Gordon Brown tenta elevar ânimo de seu partido no Congresso Trabalhista

O primeiro-ministro britânico Gordon Brown tentou neste domingo dar ânimo aos trabalhistas, desmoralizados pelas pesquisas, durante a abertura de seu congresso anual em Brighton (sul), o último antes das eleições legislativas.

AFP |

O futuro pertence a um Partido Trabalhista com ideias "progressistas" e não a um Partido Conservador (tories) guiado pela ideologia antiquada do "livre mercado", afirmou Brown, anunciando que apresentará ao Parlamento durante as próximas semanas um projeto de lei que limita as remunerações e os bônus dos banqueiros.

Os trabalhistas participam deste congresso desmoralizados pelas pesquisas que preveem sua derrota nas próximas legislativas, previstas para maio de 2010. No poder desde 1997, o Partido Trabalhista parece condenado a deixar o poder para os conservadores do jovem David Cameron.

O governo é criticado por sua forma de administrar a crise financeira e econômica que atinge o Reino Unido, com um índice de desemprego de 7,8%, o maior desde novembro de 1996. Está enfraquecido também pelo escândalo dos gastos abusivos dos deputados e acusado de não dar apoio suficiente às tropas britânicas no Afeganistão.

"Aceito que as opiniões (das pessoas) estão em suspenso", declarou Brown à BBC. Mas, quando o crescimento voltar, os britânicos verão que o futuro só pode ser "progressista", previu.

Um projeto de lei que proíbe "o velho sistema de bônus" será incluído no discurso do trono com o qual a Rainha abrirá a nova sessão parlamentar de 18 de novembro, anunciou.

"Basta.

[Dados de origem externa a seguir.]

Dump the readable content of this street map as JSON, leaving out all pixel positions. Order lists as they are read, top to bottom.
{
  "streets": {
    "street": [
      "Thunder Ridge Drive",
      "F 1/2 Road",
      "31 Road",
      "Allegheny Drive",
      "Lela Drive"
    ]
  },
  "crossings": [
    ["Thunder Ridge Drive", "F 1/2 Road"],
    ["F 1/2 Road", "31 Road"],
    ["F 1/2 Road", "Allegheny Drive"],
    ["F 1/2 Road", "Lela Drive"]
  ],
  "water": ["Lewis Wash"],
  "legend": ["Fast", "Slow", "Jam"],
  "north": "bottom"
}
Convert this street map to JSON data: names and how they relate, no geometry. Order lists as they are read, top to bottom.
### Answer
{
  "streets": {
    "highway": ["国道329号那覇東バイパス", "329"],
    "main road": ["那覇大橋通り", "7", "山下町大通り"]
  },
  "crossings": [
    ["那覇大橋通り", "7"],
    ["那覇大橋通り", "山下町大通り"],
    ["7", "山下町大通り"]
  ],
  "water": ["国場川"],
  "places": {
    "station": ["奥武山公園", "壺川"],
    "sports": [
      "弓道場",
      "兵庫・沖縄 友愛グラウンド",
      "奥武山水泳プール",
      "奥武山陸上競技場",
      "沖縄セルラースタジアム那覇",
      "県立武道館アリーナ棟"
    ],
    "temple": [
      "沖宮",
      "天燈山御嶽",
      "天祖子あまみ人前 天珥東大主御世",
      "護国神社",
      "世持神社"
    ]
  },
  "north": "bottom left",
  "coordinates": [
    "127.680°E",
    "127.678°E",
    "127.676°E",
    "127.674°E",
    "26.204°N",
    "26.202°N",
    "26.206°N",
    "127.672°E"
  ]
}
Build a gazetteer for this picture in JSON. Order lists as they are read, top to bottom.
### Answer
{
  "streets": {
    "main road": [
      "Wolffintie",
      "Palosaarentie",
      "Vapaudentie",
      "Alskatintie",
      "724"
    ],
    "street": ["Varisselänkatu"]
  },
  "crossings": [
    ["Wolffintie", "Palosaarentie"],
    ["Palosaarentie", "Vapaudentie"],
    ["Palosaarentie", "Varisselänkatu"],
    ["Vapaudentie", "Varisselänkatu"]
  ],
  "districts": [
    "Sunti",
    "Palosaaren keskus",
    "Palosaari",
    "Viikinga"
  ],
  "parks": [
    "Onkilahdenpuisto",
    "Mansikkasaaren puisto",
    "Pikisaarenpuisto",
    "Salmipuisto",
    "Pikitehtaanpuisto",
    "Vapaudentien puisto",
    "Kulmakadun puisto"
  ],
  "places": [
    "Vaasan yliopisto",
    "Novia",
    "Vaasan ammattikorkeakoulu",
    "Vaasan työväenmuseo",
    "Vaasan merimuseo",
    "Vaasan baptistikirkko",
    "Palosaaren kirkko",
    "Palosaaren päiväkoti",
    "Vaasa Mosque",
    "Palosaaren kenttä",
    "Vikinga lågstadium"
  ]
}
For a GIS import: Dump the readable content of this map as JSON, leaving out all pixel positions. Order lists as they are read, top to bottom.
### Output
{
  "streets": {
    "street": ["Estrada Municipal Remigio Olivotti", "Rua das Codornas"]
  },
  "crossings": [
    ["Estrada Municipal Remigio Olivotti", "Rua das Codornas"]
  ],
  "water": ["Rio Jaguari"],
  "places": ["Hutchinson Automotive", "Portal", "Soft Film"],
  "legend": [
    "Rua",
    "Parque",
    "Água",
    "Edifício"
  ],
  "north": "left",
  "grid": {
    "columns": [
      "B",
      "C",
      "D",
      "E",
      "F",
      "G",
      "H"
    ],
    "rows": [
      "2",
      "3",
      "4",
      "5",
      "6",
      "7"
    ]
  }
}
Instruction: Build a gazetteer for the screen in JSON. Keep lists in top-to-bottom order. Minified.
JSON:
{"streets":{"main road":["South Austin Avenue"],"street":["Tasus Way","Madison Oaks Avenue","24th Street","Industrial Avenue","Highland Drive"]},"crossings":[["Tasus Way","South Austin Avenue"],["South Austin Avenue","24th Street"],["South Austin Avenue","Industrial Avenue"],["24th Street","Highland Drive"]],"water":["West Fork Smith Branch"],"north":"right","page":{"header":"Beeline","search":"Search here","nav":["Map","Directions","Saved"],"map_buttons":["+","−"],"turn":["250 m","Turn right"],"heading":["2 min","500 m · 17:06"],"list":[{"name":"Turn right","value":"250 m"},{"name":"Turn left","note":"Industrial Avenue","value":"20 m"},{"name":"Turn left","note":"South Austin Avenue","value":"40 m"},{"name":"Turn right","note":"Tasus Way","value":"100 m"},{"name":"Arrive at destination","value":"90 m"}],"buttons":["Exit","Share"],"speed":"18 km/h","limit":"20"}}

Não vou ficar aqui e permitir que as pessoas voltem a ter (...) os maus costumes de antes", lançou.

A futura lei permitirá à autoridade dos mercados financeiros (FSA) punir os bancos que não se submeterem a "um tratamento justo dos bônus e das remunerações".

Brown fará um discurso na terça-feira no Congresso que abrirá a campanha para as legislativas.

O trabalhismo perdeu "a vontade de viver", constatou no Observer o ministro das Finanças Alistair Darling. "A eleição não está ganha, nem para nós, nem para os tories", afirmou seu colega do Comércio, Peter Mandelson.

Duas novas pesquisas confirmam neste domingo a vantagem dos conservadores. Uma, do instituto ICM, aponta 26% das intenções de voto para os trabalhistas contra 40% para os tories; a outra, do BPIX, atribui a ambos, respectivamente, 25% e 40%.